__Your task__
Filter the entries for the string "bubble". Copy each line that has it.

__Given records__
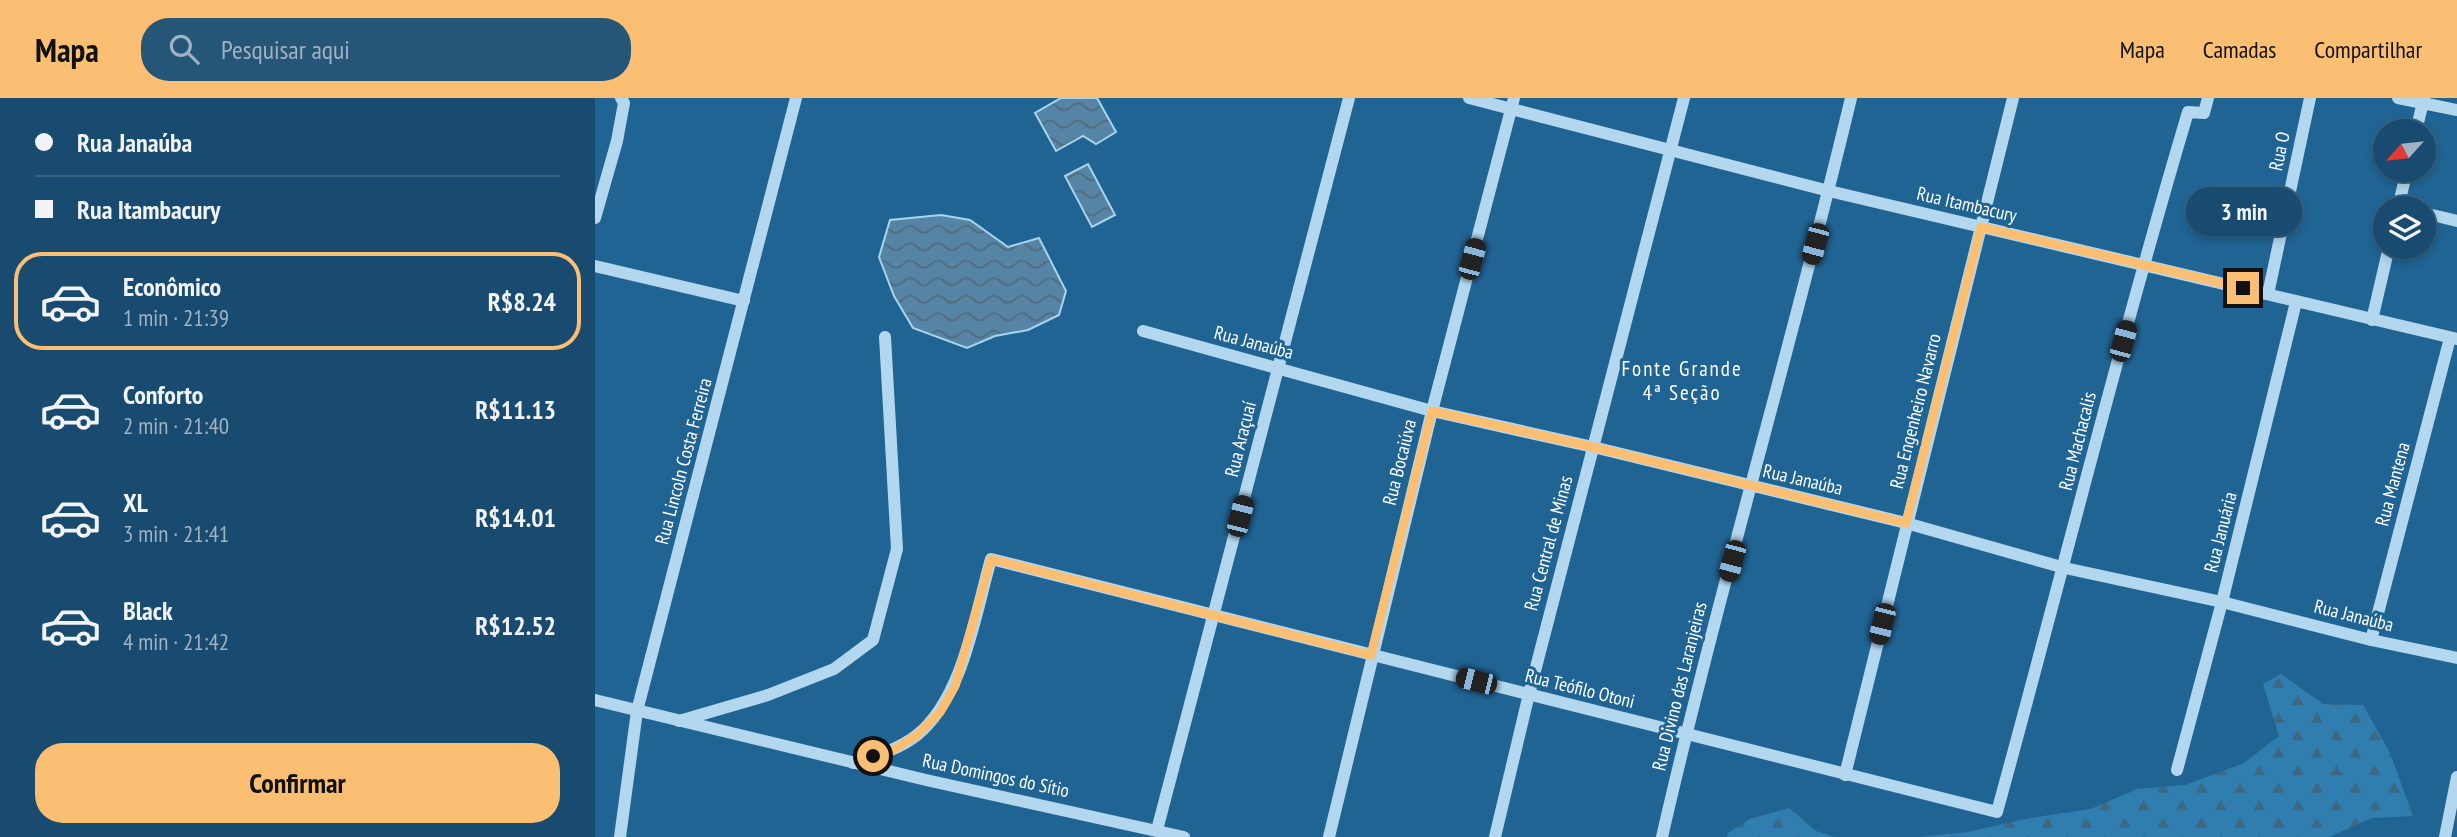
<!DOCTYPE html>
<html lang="pt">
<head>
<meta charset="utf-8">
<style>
	body { margin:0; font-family:"PT Sans Narrow",sans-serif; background:#255577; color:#f1f3f6; height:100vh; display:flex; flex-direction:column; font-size:26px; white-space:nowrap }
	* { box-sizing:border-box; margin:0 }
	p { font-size:23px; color:#9fb3c3 }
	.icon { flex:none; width:38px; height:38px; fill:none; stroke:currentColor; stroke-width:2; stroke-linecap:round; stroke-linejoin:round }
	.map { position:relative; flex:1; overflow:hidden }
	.details { display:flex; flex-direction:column; background:#184b6f; width:595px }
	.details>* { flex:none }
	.guide { display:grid; align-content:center; height:154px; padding:0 35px; background:#184b6f }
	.needle { width:46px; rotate:243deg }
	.fabs { position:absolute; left:1778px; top:21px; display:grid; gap:14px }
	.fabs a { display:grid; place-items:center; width:63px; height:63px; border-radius:50%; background:#184b6f; box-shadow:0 4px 10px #0003,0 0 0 2px #366382; font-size:35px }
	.end { position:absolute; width:32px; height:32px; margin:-16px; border:9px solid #fbbf74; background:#111; box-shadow:0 0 0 4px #111 }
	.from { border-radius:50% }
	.bubble { position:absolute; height:49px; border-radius:24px; background:#184b6f; box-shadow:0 4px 10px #0003,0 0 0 2px #366382; font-size:23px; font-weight:800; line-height:49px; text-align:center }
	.car { position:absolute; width:21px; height:42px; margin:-21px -10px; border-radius:9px; box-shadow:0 0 5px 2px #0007; background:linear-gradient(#222 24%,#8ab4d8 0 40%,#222 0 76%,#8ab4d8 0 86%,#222 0) }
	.guide b { display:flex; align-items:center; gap:24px; height:66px; font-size:26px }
	.guide b+b { border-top:2px solid #366382 }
	.guide i { width:18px; height:18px; background:#f1f3f6 }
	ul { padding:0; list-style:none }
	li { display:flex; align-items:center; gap:21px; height:98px; margin:0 14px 10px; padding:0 21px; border:4px solid transparent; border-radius:28px }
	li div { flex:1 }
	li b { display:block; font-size:26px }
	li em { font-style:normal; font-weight:800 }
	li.on { border-color:#fbbf74 }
	li>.icon { width:63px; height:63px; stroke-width:1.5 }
	.button { display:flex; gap:14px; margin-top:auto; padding:14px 35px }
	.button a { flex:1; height:80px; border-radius:28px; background:#fbbf74; color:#111; font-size:28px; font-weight:800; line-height:80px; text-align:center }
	header { display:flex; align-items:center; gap:42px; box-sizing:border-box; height:98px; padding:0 35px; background:#fbbf74; color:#111 }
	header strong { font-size:33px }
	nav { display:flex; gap:38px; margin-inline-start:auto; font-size:24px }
	.search { width:490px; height:63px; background:#255577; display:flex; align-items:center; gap:18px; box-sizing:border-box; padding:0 24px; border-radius:28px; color:#9fb3c3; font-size:26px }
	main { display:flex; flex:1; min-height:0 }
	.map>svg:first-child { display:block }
	.forest { fill:url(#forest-firs) }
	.water { fill:url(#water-waves); stroke:#a7d4ef; stroke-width:2 }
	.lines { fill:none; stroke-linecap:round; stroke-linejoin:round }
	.minor { stroke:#b3d7ee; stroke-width:12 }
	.route { stroke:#fbbf74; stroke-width:9 }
	.labels { text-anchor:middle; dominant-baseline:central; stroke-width:6; stroke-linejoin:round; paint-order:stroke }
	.street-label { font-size:19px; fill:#fff; stroke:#206494 }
	.neighbourhood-label { font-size:21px; letter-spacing:2px; fill:#fff; stroke:#206494 }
</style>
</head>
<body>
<header>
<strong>Mapa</strong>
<div class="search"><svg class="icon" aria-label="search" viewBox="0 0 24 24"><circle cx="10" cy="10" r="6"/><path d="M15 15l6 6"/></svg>Pesquisar aqui</div>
<nav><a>Mapa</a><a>Camadas</a><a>Compartilhar</a></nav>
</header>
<main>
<section class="details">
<div class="guide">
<b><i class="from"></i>Rua Janaúba</b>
<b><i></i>Rua Itambacury</b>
</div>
<ul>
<li class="on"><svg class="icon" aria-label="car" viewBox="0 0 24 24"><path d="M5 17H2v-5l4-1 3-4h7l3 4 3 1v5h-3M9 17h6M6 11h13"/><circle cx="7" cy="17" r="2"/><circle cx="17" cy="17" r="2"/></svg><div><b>Econômico</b><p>1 min · 21:39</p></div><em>R$8.24</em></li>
<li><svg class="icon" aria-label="car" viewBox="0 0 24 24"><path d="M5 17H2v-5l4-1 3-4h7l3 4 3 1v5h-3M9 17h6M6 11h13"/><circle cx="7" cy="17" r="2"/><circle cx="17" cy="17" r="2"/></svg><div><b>Conforto</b><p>2 min · 21:40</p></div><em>R$11.13</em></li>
<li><svg class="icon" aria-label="car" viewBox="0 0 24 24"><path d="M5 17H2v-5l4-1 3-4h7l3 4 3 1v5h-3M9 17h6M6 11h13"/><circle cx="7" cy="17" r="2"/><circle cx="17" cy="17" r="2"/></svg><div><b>XL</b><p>3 min · 21:41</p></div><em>R$14.01</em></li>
<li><svg class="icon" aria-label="car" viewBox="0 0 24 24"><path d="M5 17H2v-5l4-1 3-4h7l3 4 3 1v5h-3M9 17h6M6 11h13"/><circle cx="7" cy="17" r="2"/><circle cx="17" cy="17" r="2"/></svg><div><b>Black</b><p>4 min · 21:42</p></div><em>R$12.52</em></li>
</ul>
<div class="button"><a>Confirmar</a></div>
</section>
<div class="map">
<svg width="1862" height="739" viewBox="0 0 1862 739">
	<defs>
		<pattern id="forest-firs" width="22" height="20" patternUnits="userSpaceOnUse" patternTransform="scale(1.75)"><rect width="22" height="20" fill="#307eaf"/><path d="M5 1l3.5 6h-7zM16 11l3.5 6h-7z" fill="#3d6882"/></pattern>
		<pattern id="water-waves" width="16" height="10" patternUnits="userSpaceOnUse" patternTransform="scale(1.75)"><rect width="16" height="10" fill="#5684a4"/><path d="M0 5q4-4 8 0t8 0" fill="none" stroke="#526b7c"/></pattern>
	</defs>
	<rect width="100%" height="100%" fill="#206494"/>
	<!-- forest -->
	<g class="forest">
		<polygon points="1686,576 1728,606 1768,607 1795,655 1818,718 1777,720 1734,739 1325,739 1373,734 1435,720 1496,711 1542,691 1590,687 1649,665 1684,638 1668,586"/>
		<polygon points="1194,710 1221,733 1239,739 1132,739 1133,735 1155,721"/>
	</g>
	<!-- water -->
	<g class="water">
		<polygon points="466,0 502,0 521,34 501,46 488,38 461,53 440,15"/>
		<polygon points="493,66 520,117 497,129 470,78"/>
		<polygon points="346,117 375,122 413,149 444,140 471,193 464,217 433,232 400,238 372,250 318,230 299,198 284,159 295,122"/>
	</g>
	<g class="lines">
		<!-- minor -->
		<g class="minor">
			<polyline points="874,0 1234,93 1862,241"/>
			<polyline points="1803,0 1862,12"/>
			<polyline points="1821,33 1829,0"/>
			<polyline points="1803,110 1812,72"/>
			<polyline points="1829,115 1862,123"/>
			<polyline points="0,120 22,43 29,5 26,0"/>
			<polyline points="0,168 149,203"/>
			<polyline points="1673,196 1715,0"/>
			<polyline points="1777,222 1794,149"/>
			<polyline points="548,233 837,313 998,349 1311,425 1470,470 1627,504 1776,542 1862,560"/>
			<polyline points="1776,542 1855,240"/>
			<polyline points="0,602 331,682 589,739"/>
			<polyline points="84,623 173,597 239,571 278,542 302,451 290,239"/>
			<path d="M258 665C280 658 303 652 322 637 368 600 380 517 396 461L1402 714C1466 481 1524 246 1593 14L1609 15 1613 0"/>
			<polyline points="1582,672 1627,504 1701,204"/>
			<polyline points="1250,677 1418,0"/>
			<polyline points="562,732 754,0"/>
			<polyline points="25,739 42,613 201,0"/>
			<polyline points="734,739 837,313 919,0"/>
			<polyline points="900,739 934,596 1089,0"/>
			<path d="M1067 739C1124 491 1197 247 1256 0"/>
			<polyline points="1850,739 1862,679"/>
		</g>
	</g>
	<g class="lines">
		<!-- route -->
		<polyline class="route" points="278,658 298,652 322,637 345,614 360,588 396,461 776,557 837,313 998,349 1311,425 1386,129 1648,190"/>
	</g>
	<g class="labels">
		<!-- street labels -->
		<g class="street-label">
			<text transform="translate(1684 53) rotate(-78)">Rua O</text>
			<text transform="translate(1372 106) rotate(13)">Rua Itambacury</text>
			<text transform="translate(659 244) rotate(15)">Rua Janaúba</text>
			<text transform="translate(1320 313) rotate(-76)">Rua Engenheiro Navarro</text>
			<text transform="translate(645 341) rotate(-76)">Rua Araçuaí</text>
			<text transform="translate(1482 343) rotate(-76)">Rua Machacalis</text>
			<text transform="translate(88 363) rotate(-75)">Rua Lincoln Costa Ferreira</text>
			<text transform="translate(804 364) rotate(-76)">Rua Bocaiúva</text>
			<text transform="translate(1208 381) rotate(13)">Rua Janaúba</text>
			<text transform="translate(1797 386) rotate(-75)">Rua Mantena</text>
			<text transform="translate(1625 434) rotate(-76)">Rua Januária</text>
			<text transform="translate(953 445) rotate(-75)">Rua Central de Minas</text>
			<text transform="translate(1759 517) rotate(14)">Rua Janaúba</text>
			<text transform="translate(1084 588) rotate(-76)">Rua Divino das Laranjeiras</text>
			<text transform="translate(985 590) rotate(14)">Rua Teófilo Otoni</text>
			<text transform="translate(401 677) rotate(12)">Rua Domingos do Sítio</text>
		</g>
		<!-- neighbourhood labels -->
		<g class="neighbourhood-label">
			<text x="1087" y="270">Fonte Grande<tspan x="1087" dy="24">4ª Seção</tspan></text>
		</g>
	</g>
</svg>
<div class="fabs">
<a><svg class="needle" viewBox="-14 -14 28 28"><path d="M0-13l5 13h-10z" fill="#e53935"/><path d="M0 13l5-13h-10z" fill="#9fb3c3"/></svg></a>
<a><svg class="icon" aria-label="layers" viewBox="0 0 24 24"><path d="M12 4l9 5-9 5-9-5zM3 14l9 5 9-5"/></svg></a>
</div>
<i class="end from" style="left:278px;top:658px"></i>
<i class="end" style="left:1648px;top:190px"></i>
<div class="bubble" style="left:1591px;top:89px;width:116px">3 min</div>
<i class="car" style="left:1220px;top:146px;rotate:195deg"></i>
<i class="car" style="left:877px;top:161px;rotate:15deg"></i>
<i class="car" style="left:1528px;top:243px;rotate:15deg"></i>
<i class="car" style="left:645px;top:418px;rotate:14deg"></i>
<i class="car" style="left:1137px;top:463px;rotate:195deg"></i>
<i class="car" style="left:1287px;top:526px;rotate:194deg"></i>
<i class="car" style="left:881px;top:583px;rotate:284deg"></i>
</div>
</main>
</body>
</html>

__Task result__
	.bubble { position:absolute; height:49px; border-radius:24px; background:#184b6f; box-shadow:0 4px 10px #0003,0 0 0 2px #366382; font-size:23px; font-weight:800; line-height:49px; text-align:center }
<div class="bubble" style="left:1591px;top:89px;width:116px">3 min</div>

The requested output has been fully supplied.